● **Task to carry out**
Every line below that contains the word "halo" must be copied.

● **Given records**
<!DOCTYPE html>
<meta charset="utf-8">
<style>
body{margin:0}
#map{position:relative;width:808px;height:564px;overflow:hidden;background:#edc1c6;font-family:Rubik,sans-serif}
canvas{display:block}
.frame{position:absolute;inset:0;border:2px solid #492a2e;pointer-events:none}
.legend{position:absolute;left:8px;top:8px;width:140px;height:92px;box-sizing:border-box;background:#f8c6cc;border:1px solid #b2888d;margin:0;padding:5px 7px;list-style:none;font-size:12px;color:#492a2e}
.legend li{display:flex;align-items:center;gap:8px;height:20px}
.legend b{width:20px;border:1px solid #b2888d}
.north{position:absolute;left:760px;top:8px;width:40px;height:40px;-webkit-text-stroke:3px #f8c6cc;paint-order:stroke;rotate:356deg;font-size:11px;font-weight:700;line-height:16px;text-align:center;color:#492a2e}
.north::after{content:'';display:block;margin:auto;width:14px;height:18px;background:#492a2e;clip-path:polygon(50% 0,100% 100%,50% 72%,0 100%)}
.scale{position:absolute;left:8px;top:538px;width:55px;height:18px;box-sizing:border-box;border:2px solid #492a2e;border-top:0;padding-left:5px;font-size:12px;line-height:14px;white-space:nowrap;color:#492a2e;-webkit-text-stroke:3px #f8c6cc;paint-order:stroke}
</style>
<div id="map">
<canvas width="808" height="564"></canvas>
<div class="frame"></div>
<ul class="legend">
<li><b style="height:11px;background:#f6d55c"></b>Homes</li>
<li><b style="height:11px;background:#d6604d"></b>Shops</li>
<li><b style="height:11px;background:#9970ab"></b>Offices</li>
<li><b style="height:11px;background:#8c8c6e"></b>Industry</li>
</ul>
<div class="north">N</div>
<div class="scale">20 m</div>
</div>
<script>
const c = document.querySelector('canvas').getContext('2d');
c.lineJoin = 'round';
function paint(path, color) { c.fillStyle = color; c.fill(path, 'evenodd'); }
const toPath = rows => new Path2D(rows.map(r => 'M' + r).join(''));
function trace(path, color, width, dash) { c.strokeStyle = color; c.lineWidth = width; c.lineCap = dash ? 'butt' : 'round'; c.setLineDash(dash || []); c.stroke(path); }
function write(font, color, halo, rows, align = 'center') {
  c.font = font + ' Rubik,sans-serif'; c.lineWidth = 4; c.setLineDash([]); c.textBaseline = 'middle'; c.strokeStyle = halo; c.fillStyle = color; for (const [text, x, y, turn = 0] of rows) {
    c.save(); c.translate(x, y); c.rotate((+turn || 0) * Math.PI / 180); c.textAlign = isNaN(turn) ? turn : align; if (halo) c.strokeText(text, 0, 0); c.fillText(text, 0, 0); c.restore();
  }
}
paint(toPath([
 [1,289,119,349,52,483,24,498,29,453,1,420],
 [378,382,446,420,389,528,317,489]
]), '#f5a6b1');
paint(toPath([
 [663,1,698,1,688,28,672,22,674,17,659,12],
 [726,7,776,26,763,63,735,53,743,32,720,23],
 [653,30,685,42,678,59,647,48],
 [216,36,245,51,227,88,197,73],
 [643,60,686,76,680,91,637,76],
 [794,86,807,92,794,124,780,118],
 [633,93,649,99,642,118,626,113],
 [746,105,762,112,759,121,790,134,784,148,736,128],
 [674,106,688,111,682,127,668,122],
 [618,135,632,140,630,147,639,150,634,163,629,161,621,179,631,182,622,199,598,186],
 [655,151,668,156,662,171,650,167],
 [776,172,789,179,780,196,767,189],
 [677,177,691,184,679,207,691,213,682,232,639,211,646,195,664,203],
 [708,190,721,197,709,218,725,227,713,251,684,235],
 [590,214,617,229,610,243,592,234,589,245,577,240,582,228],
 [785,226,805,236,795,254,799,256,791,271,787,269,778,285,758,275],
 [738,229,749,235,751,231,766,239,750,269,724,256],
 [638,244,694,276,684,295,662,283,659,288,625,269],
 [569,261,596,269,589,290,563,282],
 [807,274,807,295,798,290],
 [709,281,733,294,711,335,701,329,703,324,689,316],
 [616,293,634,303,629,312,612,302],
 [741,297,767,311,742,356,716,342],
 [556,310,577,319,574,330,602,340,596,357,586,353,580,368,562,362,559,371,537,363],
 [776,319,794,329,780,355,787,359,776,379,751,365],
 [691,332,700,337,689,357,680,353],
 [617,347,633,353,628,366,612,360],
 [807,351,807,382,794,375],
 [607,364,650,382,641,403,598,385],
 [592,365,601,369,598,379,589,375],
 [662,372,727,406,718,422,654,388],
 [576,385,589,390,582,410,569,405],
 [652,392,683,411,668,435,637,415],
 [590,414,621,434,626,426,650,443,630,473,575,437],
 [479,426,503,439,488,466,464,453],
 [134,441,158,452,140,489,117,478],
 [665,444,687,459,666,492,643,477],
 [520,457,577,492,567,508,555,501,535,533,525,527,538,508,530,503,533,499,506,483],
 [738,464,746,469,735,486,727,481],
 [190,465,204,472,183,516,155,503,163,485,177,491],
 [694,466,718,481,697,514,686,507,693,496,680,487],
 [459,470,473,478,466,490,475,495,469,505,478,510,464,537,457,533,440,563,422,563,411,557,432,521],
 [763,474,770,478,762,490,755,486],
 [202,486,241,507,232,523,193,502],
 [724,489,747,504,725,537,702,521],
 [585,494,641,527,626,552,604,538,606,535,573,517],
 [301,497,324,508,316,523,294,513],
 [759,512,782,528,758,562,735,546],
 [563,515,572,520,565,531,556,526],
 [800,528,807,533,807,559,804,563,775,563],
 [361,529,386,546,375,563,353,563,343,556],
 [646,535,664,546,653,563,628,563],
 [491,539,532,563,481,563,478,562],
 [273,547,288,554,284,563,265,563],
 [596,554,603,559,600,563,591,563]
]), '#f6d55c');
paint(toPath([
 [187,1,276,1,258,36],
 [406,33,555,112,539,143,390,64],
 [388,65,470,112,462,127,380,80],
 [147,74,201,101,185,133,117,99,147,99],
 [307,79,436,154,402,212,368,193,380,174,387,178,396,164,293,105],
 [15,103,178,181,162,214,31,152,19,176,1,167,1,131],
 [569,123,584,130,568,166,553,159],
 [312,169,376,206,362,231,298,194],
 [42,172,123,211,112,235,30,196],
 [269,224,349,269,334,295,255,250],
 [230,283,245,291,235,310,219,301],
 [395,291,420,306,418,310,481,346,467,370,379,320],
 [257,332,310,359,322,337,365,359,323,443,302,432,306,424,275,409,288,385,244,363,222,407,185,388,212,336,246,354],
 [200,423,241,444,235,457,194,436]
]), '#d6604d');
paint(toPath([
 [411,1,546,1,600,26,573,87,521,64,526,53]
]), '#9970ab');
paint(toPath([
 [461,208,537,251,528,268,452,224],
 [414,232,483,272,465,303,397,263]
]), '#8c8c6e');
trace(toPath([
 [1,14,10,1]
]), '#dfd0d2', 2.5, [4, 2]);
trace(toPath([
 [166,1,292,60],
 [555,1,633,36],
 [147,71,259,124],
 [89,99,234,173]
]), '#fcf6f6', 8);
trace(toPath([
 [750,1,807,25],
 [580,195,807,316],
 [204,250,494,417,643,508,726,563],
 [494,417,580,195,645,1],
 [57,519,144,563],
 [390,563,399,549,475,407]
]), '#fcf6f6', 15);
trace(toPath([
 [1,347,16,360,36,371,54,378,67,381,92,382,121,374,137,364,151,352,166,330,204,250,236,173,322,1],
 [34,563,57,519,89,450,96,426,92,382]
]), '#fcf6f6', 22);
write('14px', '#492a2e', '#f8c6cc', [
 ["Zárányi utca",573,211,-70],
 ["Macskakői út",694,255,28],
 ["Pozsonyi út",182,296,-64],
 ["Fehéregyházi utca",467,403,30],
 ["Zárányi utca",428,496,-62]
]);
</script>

● **Exercise output**
function write(font, color, halo, rows, align = 'center') {
  c.font = font + ' Rubik,sans-serif'; c.lineWidth = 4; c.setLineDash([]); c.textBaseline = 'middle'; c.strokeStyle = halo; c.fillStyle = color; for (const [text, x, y, turn = 0] of rows) {
    c.save(); c.translate(x, y); c.rotate((+turn || 0) * Math.PI / 180); c.textAlign = isNaN(turn) ? turn : align; if (halo) c.strokeText(text, 0, 0); c.fillText(text, 0, 0); c.restore();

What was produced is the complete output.